D’ailleurs, dixit Daniel Cohn-Bendit, la première revendication des étudiants consistait à pouvoir aller et venir à leur guise dans le dortoir des filles. Cinquante ans après, nous en sommes loin. Ceux qui prônaient naguère la libération sexuelle, quand ce n’était tout simplement pas la grande partouze, ont enfanté un monde encore plus puritain que jamais.

 

 

 

 

 

 

Pis : les provocateurs d’hier sont devenus anarchistes d’État. La parenthèse libertaire des quelque deux décennies ayant suivi les événements de mai s’est bel et bien refermée. Il n’est plus un film de cette époque qu’il serait aujourd’hui possible de tourner, des Valseuses au Père Noël est une ordure, en passant par La Cage aux folles et La Grande Bouffe.

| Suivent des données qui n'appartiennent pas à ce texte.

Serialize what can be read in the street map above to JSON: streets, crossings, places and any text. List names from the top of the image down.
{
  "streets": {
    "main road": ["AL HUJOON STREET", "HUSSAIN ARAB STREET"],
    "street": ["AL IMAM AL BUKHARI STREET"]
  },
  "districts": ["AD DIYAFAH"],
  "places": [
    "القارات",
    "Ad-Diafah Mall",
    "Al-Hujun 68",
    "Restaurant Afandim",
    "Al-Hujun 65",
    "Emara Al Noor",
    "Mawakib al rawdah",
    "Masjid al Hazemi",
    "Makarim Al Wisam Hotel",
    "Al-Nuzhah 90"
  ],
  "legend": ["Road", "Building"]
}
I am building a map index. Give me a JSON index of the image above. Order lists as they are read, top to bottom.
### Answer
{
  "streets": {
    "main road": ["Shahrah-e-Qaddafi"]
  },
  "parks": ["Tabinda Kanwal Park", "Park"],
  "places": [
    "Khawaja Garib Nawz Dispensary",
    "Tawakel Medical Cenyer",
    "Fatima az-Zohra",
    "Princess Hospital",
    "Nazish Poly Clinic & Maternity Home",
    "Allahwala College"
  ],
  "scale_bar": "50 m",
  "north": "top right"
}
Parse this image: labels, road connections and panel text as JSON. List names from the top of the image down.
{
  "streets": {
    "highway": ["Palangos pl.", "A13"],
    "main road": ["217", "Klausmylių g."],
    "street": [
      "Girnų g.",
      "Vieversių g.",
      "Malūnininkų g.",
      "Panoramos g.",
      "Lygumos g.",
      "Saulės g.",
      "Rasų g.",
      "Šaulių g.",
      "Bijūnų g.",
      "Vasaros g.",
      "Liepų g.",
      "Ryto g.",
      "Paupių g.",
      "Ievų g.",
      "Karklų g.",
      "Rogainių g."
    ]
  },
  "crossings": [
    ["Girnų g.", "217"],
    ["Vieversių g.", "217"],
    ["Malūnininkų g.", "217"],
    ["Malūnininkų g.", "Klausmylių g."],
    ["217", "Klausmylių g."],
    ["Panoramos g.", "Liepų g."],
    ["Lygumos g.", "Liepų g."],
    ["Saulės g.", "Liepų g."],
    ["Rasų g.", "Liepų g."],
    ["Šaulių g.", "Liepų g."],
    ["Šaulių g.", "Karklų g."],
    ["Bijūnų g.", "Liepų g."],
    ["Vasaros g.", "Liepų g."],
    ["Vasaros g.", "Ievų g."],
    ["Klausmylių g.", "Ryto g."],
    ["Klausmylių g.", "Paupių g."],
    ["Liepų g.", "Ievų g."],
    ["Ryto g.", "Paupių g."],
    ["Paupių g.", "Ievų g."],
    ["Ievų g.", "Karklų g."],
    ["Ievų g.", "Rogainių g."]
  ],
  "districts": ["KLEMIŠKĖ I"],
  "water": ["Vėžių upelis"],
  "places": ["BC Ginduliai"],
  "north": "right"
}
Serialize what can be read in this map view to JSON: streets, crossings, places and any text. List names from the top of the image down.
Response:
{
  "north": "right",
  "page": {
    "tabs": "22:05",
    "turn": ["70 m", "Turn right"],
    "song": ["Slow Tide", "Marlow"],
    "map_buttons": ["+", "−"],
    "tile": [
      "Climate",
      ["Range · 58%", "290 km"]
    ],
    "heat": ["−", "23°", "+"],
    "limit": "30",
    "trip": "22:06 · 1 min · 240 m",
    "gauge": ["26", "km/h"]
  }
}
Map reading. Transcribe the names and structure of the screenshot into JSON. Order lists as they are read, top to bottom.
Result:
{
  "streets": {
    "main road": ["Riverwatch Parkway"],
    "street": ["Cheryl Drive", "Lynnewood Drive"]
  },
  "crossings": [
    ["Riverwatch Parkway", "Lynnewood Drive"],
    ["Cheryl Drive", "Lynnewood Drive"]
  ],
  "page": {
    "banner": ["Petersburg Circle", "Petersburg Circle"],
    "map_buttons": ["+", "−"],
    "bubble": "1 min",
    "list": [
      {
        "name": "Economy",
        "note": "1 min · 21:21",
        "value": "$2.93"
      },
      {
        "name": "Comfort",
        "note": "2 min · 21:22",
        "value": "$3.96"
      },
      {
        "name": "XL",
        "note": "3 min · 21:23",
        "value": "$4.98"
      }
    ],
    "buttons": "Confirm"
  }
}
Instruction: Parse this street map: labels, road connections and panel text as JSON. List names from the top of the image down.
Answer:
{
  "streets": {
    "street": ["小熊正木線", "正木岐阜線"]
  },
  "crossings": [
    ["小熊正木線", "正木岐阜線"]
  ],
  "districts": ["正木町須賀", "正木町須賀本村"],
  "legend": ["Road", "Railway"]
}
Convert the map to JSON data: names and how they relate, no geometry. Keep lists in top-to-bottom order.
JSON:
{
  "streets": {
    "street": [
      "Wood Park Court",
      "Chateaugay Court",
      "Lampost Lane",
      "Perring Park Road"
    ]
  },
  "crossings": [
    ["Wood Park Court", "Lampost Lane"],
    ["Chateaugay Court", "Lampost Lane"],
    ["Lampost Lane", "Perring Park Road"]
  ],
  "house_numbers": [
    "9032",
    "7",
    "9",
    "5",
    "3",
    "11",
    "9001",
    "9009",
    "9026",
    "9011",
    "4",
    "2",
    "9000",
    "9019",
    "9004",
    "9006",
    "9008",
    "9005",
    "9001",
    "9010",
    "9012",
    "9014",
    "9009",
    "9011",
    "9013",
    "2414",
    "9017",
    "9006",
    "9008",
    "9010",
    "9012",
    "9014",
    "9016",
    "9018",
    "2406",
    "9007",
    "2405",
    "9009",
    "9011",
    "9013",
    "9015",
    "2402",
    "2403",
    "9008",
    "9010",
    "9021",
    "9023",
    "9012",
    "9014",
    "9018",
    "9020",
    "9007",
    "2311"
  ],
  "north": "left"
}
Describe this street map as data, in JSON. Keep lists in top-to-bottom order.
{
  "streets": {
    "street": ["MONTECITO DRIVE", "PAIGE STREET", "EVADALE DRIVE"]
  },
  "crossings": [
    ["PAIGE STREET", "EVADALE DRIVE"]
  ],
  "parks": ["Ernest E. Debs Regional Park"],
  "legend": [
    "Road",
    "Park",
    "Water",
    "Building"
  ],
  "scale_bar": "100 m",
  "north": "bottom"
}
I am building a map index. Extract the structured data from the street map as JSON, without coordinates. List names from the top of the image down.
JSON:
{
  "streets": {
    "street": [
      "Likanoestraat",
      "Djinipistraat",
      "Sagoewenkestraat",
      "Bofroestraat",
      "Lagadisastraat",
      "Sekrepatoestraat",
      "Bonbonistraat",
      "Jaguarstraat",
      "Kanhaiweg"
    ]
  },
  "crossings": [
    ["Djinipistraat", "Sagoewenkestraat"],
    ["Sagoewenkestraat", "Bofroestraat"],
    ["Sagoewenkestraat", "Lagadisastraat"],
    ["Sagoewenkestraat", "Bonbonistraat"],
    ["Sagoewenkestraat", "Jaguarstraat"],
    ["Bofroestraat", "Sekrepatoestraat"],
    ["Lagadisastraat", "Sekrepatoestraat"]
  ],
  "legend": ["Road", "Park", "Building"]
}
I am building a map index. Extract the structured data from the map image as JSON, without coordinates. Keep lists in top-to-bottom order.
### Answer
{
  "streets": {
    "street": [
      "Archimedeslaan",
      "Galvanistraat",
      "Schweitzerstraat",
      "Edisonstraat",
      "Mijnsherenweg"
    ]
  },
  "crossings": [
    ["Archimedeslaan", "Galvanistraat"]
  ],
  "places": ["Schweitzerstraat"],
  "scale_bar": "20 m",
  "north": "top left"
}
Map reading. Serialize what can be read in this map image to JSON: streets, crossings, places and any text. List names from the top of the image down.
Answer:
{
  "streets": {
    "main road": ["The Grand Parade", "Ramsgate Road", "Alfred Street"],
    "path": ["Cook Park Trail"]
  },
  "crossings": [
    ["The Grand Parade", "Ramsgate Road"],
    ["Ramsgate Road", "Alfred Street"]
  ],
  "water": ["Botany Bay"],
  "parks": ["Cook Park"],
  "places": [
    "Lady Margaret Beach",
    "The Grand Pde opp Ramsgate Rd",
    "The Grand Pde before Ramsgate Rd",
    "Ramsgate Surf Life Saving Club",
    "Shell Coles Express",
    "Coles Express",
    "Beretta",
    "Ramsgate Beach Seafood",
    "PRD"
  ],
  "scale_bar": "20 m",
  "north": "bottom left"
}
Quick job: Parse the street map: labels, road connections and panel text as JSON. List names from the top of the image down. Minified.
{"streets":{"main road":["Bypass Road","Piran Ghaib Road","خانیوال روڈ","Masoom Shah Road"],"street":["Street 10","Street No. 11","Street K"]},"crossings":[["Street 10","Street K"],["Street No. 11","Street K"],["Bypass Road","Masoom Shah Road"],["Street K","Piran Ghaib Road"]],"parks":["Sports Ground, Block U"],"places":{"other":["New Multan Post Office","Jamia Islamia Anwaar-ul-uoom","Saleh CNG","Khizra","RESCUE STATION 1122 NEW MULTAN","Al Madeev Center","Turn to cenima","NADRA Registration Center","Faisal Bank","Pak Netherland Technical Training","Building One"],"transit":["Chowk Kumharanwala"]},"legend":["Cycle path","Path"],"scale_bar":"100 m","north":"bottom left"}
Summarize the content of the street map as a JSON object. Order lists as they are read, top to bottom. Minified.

Idem pour l’humour. Seuls résistent encore Dieudonné et Gaspard Proust. Le sort du premier a été réglé au tribunal médiatique. Le second finira tôt ou tard par connaître quelques pépins avec la police de la pensée ou de l’arrière-pensée.

 

 

 

 

 

Quant aux dernières transgressions autorisées, Femen et Vagin de la reine, Jan Fabre et Plug anal, c’est par Le Monde et Téléramaqu’elles sont haut et fort défendues. Un canard de culs serrés et un torchon de curés de gauche ; bref, tout ce que les soixante-huitards vomissaient. Quant à Libération, c’est pire encore. Le quotidien fondé par le maoïste Serge July qui épouse la cause impérialiste américaine pour finir par se faire racheter par les Rothschild, puis un exploiteur capitaliste. Le regretté Pierre Desproges nous a quittés avant d’assister à un tel retournement. Heureusement pour lui, il en serait mort de rire avant l’heure.

 

 

 

 

 

 

Le gag qui risque d’atteindre des records dans le funèbre, ce sera évidemment les grandes commémorations du bizutage estudiantin en question. Eux qui raillaient celles de la Grande Guerre, ils fêteront bientôt leur petit Verdun de la rue Gay-Lussac. Ils tenaient le général de Gaulle pour un nazi et les CRS pour des SS, ils se prennent désormais pour des maquisards pour avoir fait reculer l’hitlérisme en votant Chirac contre Le Pen.

 

 

 

 

Ce sont les nouveaux cléricaux. Qui ne vont pas tarder à exiger – qui ont d’ailleurs déjà exigé – qu’un Jean Lassalle passe à confesse pour une mains aux fesses. Cette gauche que notre chère pétroleuse Élisabeth Lévy qualifie si bien « d’olfactive », gauche qui flaire des relents rances et nauséabonds à tout propos, sent actuellement de moins en moins bon. Odeurs de rosières mal lavées et de grenouilles de bénitiers, de bigoterie poussiéreuse et de chaussettes d’éternels adolescents. Écrasons l’infâme !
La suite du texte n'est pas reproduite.